Mark Rappaport
President
Simplicity Division
EFG Companies
While the hastily signed Congressional Tax Reform Bill had many phoning their accountants at the end of 2017, the real questions are quickly emerging in 2018 as tax season looms. A strong stock market close in 2017 has been tempered with a predicted return of inflation, thanks to the Federal Reserve signaling interest rate hikes. How will lenders weigh the risk versus reward for the automotive credit market in 2018?
No doubt there are some bright spots on the horizon for the automotive market. Talk has abounded at this week’s Detroit Auto Show around advanced technology and improved models. Consumers signaled in December that demand is still high for the right type of vehicle – i.e., light trucks and SUVs.
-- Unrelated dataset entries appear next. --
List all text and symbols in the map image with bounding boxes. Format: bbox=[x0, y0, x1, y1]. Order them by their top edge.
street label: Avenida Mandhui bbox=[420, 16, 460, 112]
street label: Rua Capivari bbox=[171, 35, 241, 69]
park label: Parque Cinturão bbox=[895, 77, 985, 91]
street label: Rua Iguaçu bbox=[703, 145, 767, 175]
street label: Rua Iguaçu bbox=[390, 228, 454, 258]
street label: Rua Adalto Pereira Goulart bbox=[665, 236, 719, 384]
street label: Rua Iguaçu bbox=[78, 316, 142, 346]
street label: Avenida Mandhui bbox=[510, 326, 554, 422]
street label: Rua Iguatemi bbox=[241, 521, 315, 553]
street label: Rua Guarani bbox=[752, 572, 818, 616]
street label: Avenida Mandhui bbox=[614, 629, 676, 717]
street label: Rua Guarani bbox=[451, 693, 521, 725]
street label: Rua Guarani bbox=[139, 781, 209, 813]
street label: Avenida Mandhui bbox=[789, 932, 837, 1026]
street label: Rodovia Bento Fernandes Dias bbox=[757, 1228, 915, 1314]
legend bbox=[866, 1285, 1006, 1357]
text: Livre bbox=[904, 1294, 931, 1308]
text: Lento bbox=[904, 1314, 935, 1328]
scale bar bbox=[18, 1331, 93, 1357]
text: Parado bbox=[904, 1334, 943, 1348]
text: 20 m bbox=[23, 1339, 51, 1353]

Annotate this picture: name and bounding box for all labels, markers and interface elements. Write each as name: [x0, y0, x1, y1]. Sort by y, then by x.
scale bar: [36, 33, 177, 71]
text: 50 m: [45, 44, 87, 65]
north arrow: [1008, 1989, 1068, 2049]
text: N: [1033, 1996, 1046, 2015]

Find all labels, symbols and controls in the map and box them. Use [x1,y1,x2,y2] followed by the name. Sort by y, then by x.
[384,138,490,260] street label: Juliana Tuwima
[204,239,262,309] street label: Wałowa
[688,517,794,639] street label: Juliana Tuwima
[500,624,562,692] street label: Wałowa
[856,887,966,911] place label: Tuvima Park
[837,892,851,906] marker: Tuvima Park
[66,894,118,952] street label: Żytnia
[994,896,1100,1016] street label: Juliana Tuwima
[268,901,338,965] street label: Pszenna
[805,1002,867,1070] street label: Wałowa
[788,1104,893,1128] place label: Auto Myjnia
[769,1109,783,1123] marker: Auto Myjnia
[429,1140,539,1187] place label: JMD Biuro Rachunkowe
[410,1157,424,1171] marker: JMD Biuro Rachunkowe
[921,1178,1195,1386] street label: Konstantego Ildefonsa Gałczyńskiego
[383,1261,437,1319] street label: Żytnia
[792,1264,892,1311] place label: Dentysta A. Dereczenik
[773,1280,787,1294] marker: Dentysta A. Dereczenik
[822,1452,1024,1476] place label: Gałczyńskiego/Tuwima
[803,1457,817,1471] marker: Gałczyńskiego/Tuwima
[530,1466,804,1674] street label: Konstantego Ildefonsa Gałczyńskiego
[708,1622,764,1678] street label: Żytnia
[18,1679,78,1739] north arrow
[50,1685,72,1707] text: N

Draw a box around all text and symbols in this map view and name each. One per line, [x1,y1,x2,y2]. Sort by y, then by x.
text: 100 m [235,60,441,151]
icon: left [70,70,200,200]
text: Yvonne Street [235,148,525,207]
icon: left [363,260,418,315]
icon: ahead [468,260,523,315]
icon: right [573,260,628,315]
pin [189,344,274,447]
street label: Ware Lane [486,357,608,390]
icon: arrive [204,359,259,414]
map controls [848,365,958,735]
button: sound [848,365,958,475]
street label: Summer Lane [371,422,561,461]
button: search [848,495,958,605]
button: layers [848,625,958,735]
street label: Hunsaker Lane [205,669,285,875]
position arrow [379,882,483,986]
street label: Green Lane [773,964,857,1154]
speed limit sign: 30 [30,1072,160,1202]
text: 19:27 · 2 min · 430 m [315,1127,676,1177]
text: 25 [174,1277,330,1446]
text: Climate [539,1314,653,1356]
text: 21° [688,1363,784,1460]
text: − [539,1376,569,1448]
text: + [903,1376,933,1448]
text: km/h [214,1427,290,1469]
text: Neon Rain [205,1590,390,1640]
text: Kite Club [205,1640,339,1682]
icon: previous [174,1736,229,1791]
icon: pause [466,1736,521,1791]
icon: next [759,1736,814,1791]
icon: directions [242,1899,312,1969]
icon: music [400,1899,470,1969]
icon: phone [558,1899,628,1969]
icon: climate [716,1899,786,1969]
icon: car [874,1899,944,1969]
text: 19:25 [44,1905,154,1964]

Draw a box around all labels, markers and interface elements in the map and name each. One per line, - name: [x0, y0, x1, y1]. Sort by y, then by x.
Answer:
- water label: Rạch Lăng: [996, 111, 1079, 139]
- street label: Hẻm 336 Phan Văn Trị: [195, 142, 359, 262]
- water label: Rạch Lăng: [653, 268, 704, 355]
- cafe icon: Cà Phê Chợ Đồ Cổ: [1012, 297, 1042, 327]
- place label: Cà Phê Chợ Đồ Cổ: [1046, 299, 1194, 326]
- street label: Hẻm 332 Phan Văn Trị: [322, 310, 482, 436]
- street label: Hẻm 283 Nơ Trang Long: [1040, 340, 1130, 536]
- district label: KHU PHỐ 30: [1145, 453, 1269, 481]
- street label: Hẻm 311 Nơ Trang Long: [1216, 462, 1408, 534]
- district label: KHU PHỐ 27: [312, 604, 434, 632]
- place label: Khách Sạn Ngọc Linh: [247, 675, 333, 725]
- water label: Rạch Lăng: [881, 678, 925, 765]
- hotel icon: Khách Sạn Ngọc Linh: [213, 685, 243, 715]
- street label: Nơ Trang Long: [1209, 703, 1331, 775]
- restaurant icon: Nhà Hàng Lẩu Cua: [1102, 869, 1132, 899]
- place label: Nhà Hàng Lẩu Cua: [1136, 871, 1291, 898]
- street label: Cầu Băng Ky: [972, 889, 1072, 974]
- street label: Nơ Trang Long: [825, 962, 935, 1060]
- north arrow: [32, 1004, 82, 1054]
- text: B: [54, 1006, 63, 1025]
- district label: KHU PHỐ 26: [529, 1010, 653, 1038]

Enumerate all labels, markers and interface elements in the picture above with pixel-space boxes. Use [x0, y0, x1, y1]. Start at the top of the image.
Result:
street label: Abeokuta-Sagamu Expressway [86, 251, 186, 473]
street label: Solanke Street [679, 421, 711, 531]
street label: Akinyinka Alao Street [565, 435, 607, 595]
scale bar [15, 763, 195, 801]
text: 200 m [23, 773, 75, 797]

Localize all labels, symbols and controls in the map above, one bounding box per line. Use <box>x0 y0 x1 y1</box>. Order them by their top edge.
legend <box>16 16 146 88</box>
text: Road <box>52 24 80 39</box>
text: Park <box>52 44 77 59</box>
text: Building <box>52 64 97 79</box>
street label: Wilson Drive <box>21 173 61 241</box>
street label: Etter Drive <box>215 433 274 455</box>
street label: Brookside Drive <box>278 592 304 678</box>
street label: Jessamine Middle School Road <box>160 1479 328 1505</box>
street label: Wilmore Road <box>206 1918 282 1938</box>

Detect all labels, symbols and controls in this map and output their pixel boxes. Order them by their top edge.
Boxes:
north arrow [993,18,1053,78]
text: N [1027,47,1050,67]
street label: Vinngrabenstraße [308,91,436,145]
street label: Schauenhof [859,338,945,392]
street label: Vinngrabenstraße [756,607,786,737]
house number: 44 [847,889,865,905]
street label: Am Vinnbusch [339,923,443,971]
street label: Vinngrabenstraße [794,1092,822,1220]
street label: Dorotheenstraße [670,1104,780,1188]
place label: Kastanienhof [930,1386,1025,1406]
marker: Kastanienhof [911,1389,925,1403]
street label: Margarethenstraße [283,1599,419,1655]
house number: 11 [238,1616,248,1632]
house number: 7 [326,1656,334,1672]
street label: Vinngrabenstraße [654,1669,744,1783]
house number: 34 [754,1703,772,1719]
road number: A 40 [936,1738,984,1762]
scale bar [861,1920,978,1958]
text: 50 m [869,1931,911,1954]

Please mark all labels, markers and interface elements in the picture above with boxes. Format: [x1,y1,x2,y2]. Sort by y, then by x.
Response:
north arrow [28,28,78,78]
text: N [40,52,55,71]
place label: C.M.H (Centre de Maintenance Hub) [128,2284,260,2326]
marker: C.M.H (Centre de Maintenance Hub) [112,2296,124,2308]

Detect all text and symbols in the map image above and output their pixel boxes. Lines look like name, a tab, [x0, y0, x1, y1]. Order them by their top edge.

However, OEM incentives also reached record highs in 2017. And, while the volume of lease returns spiked, used car inventory continued to tighten in certain parts of the country struck by natural disasters.
Many economists and investment firms are remaining cautious for the beginning of 2018. Credit Suisse Group AG issued an interesting comment, stating, “After a year of strong investment returns on risk assets, we enter 2018, a year likely to see sustained economic growth and good, albeit more limited returns. We believe the next generation, or Millennials, will emerge even more strongly as a major driving force in key realms of life.”